About this task – Determine how many lines in the records hold "halo", then give that number by itself.

[[ Dataset, beginning ]]

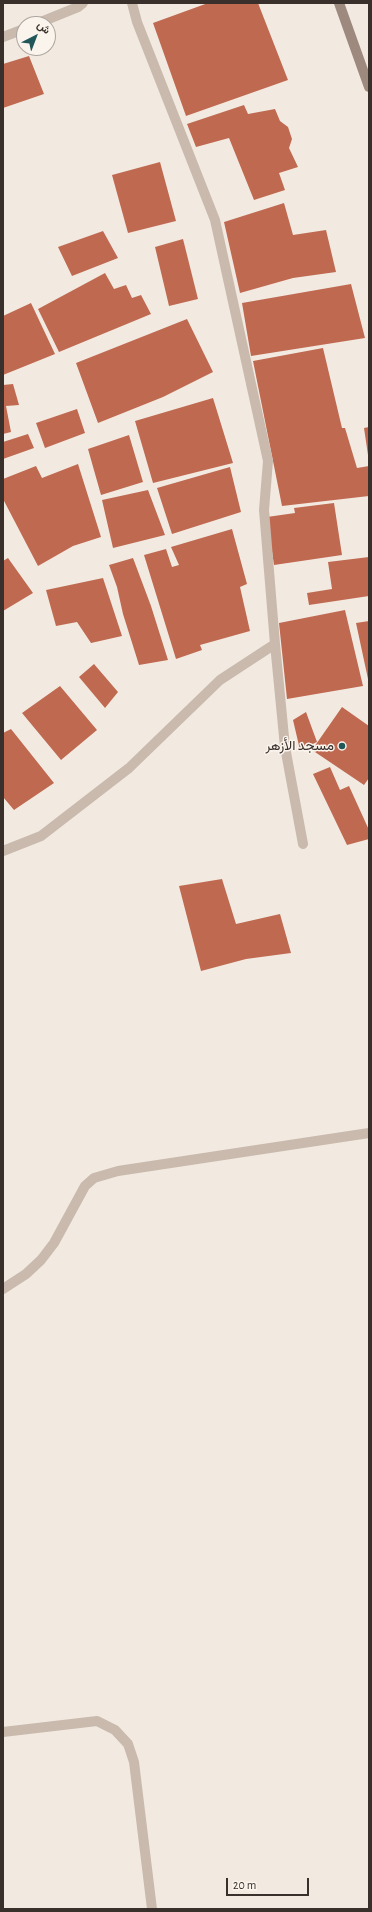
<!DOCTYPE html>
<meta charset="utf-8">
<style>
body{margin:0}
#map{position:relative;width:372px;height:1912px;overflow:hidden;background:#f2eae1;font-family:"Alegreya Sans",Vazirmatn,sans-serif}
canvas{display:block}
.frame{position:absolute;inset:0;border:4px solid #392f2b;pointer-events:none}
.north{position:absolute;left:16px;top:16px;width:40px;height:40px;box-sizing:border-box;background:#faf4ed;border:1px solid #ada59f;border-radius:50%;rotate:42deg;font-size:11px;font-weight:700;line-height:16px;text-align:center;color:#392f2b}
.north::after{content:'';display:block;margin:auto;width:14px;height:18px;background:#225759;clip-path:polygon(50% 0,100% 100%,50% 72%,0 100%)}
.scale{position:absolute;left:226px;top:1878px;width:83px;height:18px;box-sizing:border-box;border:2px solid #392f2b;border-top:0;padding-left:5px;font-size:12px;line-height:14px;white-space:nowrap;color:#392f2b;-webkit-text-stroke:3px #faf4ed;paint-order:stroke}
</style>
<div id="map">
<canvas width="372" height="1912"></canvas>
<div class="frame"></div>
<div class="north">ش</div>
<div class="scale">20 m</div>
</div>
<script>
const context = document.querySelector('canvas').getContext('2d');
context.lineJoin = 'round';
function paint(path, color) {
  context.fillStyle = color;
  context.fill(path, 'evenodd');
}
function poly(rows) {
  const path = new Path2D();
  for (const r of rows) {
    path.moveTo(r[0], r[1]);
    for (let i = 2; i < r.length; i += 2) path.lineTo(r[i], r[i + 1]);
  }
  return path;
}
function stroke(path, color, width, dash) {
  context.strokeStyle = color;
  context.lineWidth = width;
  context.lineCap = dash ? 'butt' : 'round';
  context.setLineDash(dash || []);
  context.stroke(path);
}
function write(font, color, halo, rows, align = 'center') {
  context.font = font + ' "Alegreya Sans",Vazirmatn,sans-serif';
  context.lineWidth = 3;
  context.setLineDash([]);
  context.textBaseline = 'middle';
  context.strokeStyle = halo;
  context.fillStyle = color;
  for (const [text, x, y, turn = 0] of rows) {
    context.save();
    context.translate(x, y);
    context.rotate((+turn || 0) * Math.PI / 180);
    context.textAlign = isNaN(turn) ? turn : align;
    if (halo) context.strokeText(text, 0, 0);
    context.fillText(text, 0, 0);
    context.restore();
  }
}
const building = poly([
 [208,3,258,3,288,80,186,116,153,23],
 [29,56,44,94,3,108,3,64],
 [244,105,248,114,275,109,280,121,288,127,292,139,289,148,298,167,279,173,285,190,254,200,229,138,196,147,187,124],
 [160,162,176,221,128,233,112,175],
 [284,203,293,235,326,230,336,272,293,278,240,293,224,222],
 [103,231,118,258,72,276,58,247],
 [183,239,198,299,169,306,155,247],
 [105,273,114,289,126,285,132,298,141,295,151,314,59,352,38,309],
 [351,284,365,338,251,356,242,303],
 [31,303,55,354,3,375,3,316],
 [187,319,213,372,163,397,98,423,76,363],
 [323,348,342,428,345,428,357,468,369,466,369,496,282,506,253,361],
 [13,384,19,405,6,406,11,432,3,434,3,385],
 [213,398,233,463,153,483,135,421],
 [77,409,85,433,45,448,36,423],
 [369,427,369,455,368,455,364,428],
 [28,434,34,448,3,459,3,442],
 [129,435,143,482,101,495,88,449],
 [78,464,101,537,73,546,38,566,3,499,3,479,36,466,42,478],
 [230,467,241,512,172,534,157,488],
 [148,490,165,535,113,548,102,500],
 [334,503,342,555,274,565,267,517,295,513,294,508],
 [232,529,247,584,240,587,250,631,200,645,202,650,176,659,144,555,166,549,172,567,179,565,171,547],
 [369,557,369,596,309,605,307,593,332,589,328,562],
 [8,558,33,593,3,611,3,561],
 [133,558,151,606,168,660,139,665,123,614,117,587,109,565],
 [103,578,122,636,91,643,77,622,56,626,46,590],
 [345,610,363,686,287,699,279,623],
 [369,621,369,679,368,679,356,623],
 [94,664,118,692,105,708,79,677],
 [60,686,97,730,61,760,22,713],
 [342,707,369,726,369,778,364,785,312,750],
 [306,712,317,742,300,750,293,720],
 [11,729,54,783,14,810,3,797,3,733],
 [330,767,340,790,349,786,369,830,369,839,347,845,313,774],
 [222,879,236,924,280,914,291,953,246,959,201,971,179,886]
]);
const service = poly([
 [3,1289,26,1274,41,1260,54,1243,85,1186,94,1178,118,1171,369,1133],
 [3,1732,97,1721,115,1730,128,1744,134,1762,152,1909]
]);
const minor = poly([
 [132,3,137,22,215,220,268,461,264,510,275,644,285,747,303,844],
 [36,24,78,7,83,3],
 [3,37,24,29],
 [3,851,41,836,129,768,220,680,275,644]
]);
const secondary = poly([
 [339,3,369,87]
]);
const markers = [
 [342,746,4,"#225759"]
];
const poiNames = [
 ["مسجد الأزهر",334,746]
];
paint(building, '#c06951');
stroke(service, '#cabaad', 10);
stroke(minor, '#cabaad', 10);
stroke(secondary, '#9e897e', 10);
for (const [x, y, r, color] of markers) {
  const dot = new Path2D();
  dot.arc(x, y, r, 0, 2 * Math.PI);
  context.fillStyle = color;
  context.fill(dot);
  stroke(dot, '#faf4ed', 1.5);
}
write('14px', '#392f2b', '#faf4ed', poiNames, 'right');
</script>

[[ Dataset, end ]]

Result of this exercise – 3